# [What the task requires]
Whenever a line of the data below holds the string "Józefa", copy that line.

□ □ □ □ □ □ □

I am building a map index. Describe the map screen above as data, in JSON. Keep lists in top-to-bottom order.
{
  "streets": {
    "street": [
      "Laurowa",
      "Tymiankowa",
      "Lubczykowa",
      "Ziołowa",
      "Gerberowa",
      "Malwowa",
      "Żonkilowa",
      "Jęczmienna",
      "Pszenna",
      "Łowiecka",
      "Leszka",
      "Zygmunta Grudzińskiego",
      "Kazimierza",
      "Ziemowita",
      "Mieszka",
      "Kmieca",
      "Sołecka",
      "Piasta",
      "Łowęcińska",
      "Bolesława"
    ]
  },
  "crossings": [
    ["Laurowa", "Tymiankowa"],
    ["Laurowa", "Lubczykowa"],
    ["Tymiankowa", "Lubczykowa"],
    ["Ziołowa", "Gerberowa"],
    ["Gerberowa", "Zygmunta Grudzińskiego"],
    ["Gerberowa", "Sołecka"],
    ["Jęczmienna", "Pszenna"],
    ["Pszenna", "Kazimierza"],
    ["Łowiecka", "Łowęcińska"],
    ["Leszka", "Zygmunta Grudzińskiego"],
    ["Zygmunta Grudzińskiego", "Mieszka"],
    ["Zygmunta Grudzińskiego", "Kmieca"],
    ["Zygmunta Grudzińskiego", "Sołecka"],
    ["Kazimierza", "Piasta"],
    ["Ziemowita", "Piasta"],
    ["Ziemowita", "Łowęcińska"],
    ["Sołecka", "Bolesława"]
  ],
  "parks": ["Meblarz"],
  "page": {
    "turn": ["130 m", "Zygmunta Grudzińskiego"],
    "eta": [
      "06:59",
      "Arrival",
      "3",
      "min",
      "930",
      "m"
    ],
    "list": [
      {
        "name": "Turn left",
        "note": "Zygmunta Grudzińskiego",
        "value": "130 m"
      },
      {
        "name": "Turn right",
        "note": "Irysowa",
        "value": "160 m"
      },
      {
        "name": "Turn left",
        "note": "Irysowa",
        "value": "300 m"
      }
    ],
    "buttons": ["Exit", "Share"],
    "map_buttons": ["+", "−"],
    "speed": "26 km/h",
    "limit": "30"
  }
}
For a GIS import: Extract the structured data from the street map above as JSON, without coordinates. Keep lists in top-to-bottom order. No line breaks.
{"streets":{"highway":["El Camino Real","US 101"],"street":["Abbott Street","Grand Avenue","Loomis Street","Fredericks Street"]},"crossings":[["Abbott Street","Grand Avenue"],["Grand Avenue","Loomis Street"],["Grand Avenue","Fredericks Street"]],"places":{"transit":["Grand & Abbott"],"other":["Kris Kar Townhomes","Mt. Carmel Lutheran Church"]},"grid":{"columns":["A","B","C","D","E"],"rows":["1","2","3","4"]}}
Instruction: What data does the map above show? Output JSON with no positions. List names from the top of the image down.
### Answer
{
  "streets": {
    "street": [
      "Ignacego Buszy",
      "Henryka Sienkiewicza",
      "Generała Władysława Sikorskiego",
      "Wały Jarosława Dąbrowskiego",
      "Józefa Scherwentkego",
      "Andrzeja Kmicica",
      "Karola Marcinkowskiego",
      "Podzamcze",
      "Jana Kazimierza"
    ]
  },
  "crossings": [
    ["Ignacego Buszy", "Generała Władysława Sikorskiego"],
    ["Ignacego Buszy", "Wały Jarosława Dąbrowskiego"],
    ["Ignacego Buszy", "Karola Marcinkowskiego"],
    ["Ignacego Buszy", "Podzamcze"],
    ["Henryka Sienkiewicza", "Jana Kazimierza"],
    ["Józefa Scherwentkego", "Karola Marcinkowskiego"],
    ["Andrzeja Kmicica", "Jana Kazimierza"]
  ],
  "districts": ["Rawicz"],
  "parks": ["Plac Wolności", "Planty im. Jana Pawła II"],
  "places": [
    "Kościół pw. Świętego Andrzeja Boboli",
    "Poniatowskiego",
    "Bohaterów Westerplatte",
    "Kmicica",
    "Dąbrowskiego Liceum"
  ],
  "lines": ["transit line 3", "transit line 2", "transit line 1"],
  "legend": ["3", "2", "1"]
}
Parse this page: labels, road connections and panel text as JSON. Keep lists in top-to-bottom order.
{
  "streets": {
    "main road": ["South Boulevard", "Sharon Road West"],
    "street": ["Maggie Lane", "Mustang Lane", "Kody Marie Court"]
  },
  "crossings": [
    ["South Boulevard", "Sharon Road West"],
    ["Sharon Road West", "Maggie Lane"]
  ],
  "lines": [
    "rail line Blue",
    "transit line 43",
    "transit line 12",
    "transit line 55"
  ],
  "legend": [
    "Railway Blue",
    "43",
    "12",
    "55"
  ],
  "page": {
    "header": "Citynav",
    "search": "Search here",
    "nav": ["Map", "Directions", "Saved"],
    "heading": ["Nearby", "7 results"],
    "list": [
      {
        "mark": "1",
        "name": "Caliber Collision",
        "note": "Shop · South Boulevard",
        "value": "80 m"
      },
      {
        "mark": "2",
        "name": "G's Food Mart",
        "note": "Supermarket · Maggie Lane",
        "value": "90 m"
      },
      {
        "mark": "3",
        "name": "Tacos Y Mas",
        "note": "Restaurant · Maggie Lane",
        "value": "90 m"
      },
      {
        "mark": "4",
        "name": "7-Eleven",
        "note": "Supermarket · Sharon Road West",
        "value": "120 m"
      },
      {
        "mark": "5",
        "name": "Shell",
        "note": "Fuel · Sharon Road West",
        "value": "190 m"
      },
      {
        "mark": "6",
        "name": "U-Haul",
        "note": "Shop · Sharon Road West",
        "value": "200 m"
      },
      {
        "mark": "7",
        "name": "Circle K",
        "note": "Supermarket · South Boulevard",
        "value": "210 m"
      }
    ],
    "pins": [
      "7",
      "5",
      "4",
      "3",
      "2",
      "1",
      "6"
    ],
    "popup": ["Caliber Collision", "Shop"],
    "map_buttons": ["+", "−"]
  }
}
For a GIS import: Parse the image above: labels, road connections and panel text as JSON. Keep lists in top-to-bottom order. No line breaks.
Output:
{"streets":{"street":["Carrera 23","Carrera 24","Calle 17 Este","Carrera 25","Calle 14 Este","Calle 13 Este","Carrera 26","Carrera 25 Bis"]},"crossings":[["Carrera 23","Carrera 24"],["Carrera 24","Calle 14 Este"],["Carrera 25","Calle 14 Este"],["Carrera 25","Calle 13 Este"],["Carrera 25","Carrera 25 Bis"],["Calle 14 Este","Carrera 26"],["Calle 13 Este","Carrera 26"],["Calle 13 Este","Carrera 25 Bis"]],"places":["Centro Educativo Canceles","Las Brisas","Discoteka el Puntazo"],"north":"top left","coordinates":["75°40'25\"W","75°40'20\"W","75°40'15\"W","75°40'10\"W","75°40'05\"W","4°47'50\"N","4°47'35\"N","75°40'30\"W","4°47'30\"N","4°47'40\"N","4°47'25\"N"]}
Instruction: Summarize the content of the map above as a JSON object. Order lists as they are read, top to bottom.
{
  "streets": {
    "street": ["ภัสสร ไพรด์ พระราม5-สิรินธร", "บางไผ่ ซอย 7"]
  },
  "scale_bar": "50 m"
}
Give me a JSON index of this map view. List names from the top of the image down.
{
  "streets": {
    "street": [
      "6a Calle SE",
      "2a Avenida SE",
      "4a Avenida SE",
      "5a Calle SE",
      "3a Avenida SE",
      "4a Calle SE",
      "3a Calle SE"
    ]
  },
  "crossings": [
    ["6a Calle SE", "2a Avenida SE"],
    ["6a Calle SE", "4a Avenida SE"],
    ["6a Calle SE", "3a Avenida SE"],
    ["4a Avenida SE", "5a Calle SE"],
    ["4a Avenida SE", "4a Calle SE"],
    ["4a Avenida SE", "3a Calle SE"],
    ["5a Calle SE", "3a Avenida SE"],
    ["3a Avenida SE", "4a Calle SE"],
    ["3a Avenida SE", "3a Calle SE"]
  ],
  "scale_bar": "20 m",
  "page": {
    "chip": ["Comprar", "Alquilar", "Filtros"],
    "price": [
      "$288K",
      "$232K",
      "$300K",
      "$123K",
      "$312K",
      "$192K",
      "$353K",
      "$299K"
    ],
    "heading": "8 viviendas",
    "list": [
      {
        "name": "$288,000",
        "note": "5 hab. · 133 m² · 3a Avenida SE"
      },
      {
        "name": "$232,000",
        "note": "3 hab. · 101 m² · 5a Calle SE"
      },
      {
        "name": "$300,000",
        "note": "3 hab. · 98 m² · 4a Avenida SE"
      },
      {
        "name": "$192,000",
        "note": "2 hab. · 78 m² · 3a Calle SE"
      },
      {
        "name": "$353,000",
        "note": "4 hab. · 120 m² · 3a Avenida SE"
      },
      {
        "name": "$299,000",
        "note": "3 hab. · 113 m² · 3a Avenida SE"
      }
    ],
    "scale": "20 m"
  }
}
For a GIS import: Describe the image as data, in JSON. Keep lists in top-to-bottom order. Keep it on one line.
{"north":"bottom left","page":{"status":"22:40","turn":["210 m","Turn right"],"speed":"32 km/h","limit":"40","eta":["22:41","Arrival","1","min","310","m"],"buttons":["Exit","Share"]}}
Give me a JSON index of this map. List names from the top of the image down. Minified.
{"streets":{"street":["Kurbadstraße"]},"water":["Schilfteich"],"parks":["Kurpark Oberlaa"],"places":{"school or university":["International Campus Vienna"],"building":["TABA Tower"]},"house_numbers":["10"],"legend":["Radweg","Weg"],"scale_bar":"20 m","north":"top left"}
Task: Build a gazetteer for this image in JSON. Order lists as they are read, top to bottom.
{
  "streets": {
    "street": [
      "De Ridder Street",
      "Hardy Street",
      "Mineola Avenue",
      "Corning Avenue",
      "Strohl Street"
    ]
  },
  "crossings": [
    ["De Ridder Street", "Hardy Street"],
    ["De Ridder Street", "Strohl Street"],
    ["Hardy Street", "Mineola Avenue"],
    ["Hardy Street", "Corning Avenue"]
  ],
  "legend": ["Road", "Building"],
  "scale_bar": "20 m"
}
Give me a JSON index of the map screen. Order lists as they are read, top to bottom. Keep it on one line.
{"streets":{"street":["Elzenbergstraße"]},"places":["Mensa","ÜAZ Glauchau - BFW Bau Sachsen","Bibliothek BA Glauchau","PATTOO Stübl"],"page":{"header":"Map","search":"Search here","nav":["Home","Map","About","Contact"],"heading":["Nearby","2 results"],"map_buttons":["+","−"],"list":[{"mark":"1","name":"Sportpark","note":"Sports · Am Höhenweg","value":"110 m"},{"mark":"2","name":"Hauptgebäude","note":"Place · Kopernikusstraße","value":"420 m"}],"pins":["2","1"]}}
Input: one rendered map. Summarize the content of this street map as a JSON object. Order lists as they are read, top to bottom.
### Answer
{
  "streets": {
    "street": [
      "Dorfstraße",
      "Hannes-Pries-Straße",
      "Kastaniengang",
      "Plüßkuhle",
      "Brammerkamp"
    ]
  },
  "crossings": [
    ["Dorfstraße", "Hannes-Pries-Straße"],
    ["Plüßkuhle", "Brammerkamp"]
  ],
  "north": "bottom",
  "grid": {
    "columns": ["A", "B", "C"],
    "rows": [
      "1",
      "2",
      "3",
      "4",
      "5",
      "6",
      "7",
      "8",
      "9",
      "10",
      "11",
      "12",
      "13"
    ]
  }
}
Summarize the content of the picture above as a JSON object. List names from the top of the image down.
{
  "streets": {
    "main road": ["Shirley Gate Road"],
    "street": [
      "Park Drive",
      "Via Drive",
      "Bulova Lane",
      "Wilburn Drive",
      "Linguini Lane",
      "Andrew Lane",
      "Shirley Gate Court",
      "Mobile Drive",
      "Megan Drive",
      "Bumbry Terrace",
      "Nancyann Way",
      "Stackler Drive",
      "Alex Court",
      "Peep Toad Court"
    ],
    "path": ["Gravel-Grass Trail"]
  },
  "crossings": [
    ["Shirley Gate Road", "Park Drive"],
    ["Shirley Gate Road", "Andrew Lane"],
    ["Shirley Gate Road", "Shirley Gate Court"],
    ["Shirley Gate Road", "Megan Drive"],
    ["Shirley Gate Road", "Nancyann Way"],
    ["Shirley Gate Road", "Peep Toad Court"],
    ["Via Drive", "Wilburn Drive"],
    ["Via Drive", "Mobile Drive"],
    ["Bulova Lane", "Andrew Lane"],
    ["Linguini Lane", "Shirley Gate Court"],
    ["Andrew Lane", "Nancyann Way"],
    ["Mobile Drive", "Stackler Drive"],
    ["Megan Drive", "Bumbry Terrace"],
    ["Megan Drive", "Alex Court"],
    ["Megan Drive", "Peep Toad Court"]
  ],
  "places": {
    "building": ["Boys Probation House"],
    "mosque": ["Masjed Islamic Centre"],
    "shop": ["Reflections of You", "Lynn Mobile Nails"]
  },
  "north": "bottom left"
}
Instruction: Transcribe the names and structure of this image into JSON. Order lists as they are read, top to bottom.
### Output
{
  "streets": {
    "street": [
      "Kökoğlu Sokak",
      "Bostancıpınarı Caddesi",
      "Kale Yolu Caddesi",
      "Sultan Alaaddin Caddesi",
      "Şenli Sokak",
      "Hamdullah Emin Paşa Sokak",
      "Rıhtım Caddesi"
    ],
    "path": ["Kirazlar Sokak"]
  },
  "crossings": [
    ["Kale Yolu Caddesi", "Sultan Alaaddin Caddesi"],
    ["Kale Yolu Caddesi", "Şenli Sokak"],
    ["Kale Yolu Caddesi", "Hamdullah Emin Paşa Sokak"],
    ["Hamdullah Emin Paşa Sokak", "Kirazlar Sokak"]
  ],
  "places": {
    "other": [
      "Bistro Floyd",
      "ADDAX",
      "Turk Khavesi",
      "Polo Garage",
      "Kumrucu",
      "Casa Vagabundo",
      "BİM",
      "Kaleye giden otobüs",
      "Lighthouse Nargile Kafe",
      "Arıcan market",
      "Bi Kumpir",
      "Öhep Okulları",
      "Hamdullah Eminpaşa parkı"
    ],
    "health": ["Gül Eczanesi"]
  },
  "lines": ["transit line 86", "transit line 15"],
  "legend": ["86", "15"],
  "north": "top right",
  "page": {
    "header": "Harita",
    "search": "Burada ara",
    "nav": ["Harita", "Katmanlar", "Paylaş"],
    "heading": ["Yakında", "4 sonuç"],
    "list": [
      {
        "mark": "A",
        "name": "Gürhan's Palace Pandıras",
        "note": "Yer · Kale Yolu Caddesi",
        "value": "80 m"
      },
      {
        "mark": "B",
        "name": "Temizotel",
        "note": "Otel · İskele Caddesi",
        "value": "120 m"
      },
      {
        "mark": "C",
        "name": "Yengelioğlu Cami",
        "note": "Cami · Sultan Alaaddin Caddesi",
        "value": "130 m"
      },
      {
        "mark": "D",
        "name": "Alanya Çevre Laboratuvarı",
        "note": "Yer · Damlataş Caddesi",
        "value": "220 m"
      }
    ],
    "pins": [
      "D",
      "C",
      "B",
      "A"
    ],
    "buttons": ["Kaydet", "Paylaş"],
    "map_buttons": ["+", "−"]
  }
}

□ □ □ □ □ □ □

# [Reply]
      "Józefa Scherwentkego",
    ["Józefa Scherwentkego", "Karola Marcinkowskiego"],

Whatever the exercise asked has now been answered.